◆ YOUR TASK ◆
Verbatim copy without pictures. Please print every entry as it stands.
[[ PROVIDED MATERIAL open ]]
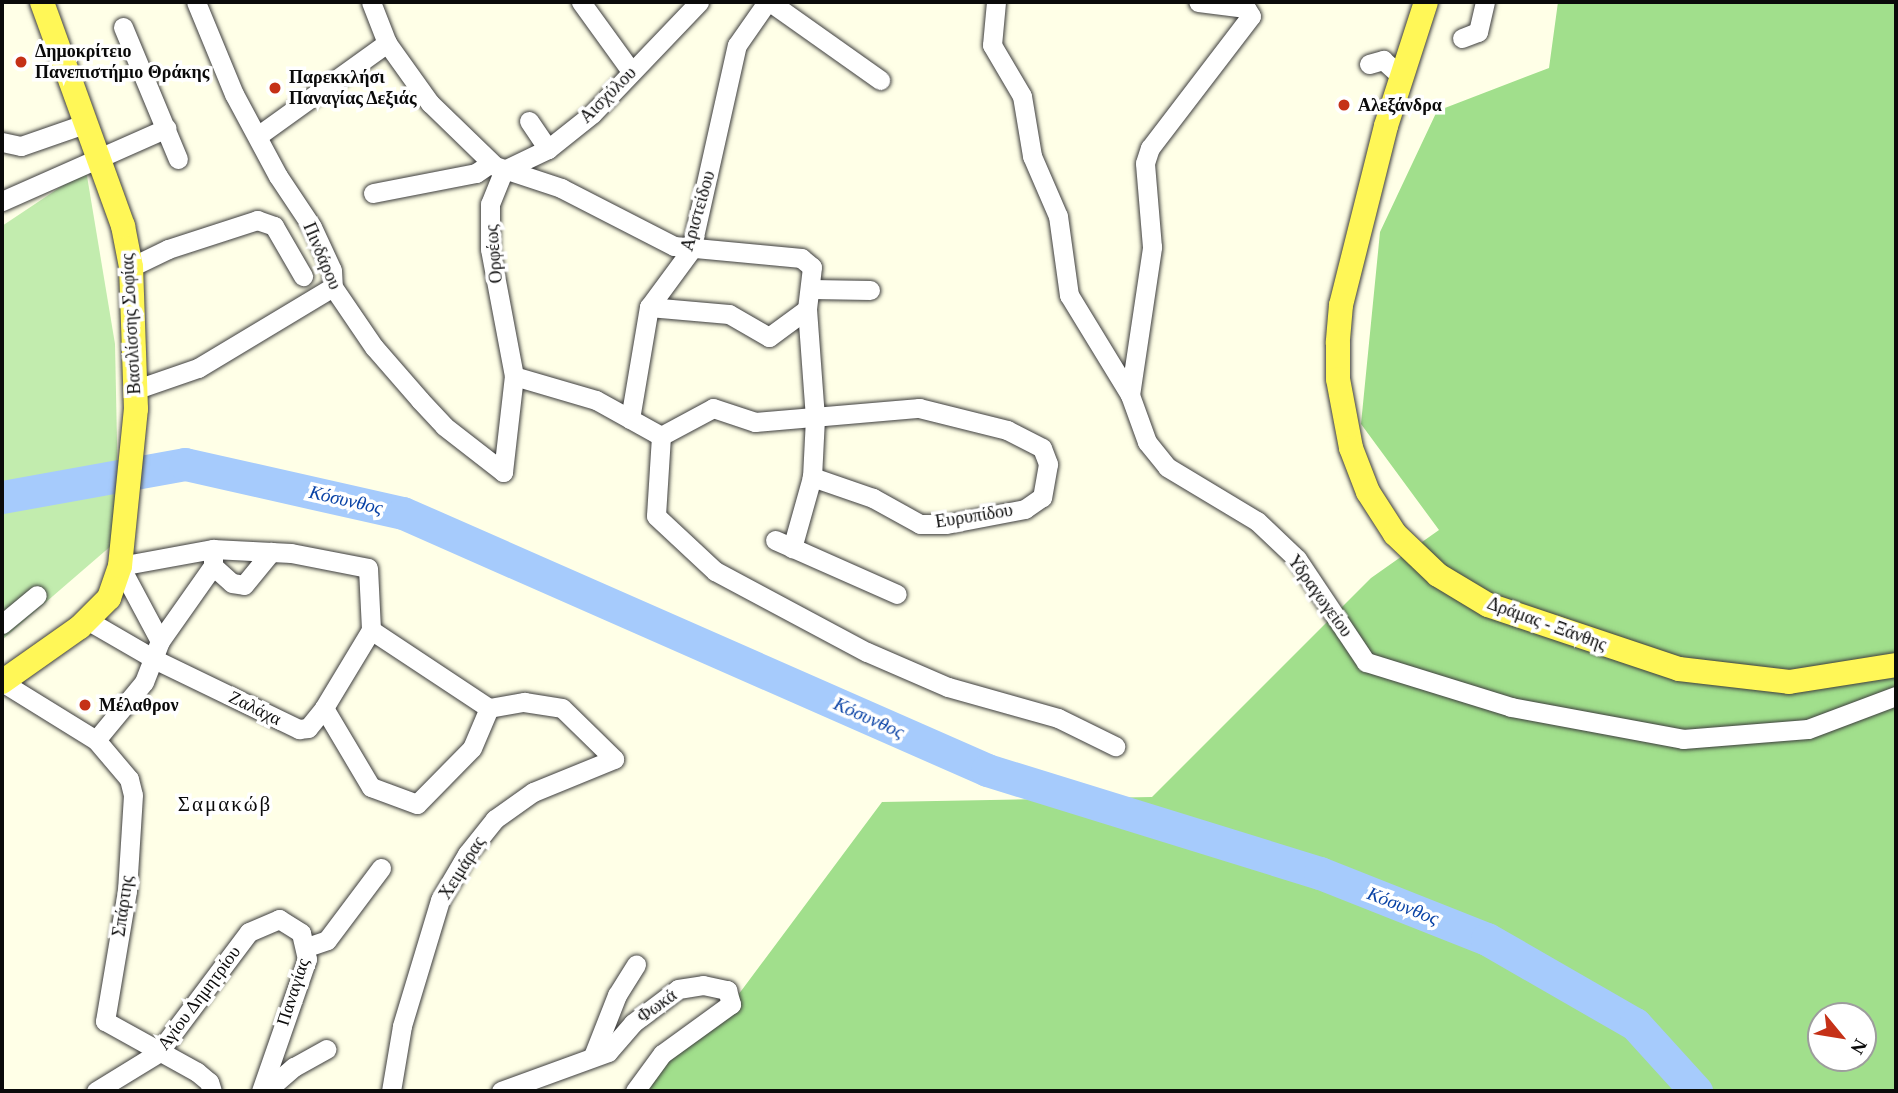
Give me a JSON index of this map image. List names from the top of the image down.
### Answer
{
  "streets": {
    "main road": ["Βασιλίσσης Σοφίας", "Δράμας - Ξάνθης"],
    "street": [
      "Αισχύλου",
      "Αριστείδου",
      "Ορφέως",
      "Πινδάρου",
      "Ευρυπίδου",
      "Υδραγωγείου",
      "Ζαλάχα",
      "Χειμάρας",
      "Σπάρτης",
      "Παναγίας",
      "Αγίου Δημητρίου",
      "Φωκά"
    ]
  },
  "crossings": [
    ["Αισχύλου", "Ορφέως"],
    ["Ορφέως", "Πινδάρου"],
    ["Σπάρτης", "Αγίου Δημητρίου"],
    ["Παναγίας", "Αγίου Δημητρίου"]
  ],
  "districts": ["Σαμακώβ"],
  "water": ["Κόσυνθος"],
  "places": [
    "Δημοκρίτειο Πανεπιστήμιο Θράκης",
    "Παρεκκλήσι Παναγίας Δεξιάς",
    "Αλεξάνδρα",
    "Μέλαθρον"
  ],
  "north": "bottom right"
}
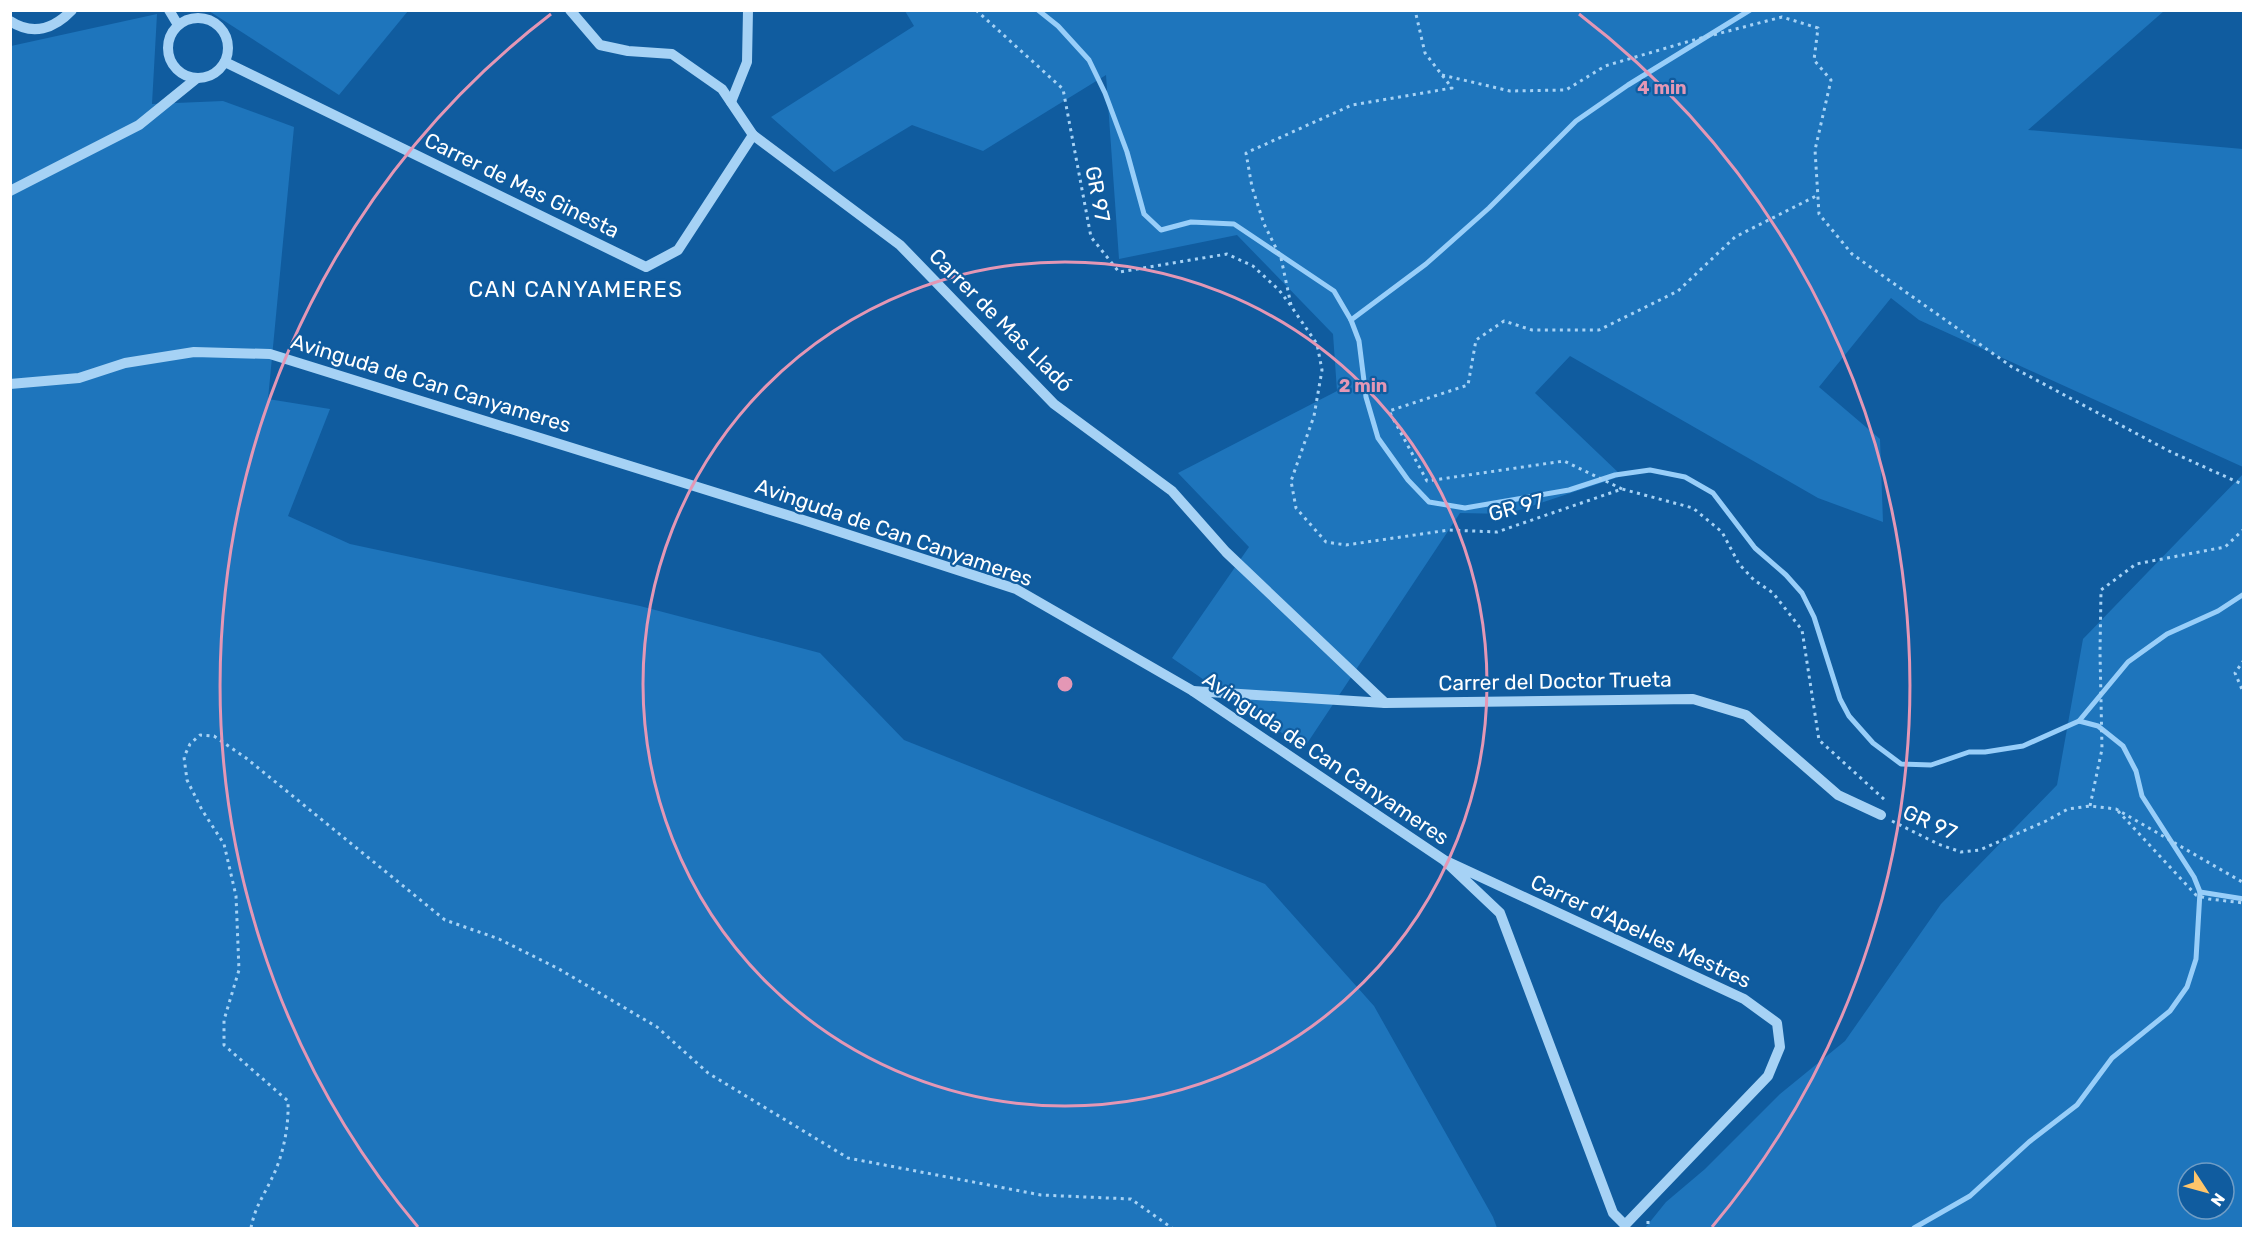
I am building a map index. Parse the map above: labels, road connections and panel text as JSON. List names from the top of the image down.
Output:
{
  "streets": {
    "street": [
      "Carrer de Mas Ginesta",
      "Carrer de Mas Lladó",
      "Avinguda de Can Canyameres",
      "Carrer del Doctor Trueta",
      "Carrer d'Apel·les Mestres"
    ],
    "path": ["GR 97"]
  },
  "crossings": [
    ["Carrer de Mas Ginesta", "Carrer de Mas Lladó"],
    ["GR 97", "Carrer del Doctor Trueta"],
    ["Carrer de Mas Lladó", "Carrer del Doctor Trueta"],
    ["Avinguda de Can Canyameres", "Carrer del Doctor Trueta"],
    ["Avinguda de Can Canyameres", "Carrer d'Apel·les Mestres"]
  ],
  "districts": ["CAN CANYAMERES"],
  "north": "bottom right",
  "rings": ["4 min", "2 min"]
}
[[ PROVIDED MATERIAL closed ]]
◆ RESPONSE TO THE EXERCISE ◆
Give me a JSON index of this map image. List names from the top of the image down.
### Answer
{
  "streets": {
    "main road": ["Βασιλίσσης Σοφίας", "Δράμας - Ξάνθης"],
    "street": [
      "Αισχύλου",
      "Αριστείδου",
      "Ορφέως",
      "Πινδάρου",
      "Ευρυπίδου",
      "Υδραγωγείου",
      "Ζαλάχα",
      "Χειμάρας",
      "Σπάρτης",
      "Παναγίας",
      "Αγίου Δημητρίου",
      "Φωκά"
    ]
  },
  "crossings": [
    ["Αισχύλου", "Ορφέως"],
    ["Ορφέως", "Πινδάρου"],
    ["Σπάρτης", "Αγίου Δημητρίου"],
    ["Παναγίας", "Αγίου Δημητρίου"]
  ],
  "districts": ["Σαμακώβ"],
  "water": ["Κόσυνθος"],
  "places": [
    "Δημοκρίτειο Πανεπιστήμιο Θράκης",
    "Παρεκκλήσι Παναγίας Δεξιάς",
    "Αλεξάνδρα",
    "Μέλαθρον"
  ],
  "north": "bottom right"
}
I am building a map index. Parse the map above: labels, road connections and panel text as JSON. List names from the top of the image down.
Output:
{
  "streets": {
    "street": [
      "Carrer de Mas Ginesta",
      "Carrer de Mas Lladó",
      "Avinguda de Can Canyameres",
      "Carrer del Doctor Trueta",
      "Carrer d'Apel·les Mestres"
    ],
    "path": ["GR 97"]
  },
  "crossings": [
    ["Carrer de Mas Ginesta", "Carrer de Mas Lladó"],
    ["GR 97", "Carrer del Doctor Trueta"],
    ["Carrer de Mas Lladó", "Carrer del Doctor Trueta"],
    ["Avinguda de Can Canyameres", "Carrer del Doctor Trueta"],
    ["Avinguda de Can Canyameres", "Carrer d'Apel·les Mestres"]
  ],
  "districts": ["CAN CANYAMERES"],
  "north": "bottom right",
  "rings": ["4 min", "2 min"]
}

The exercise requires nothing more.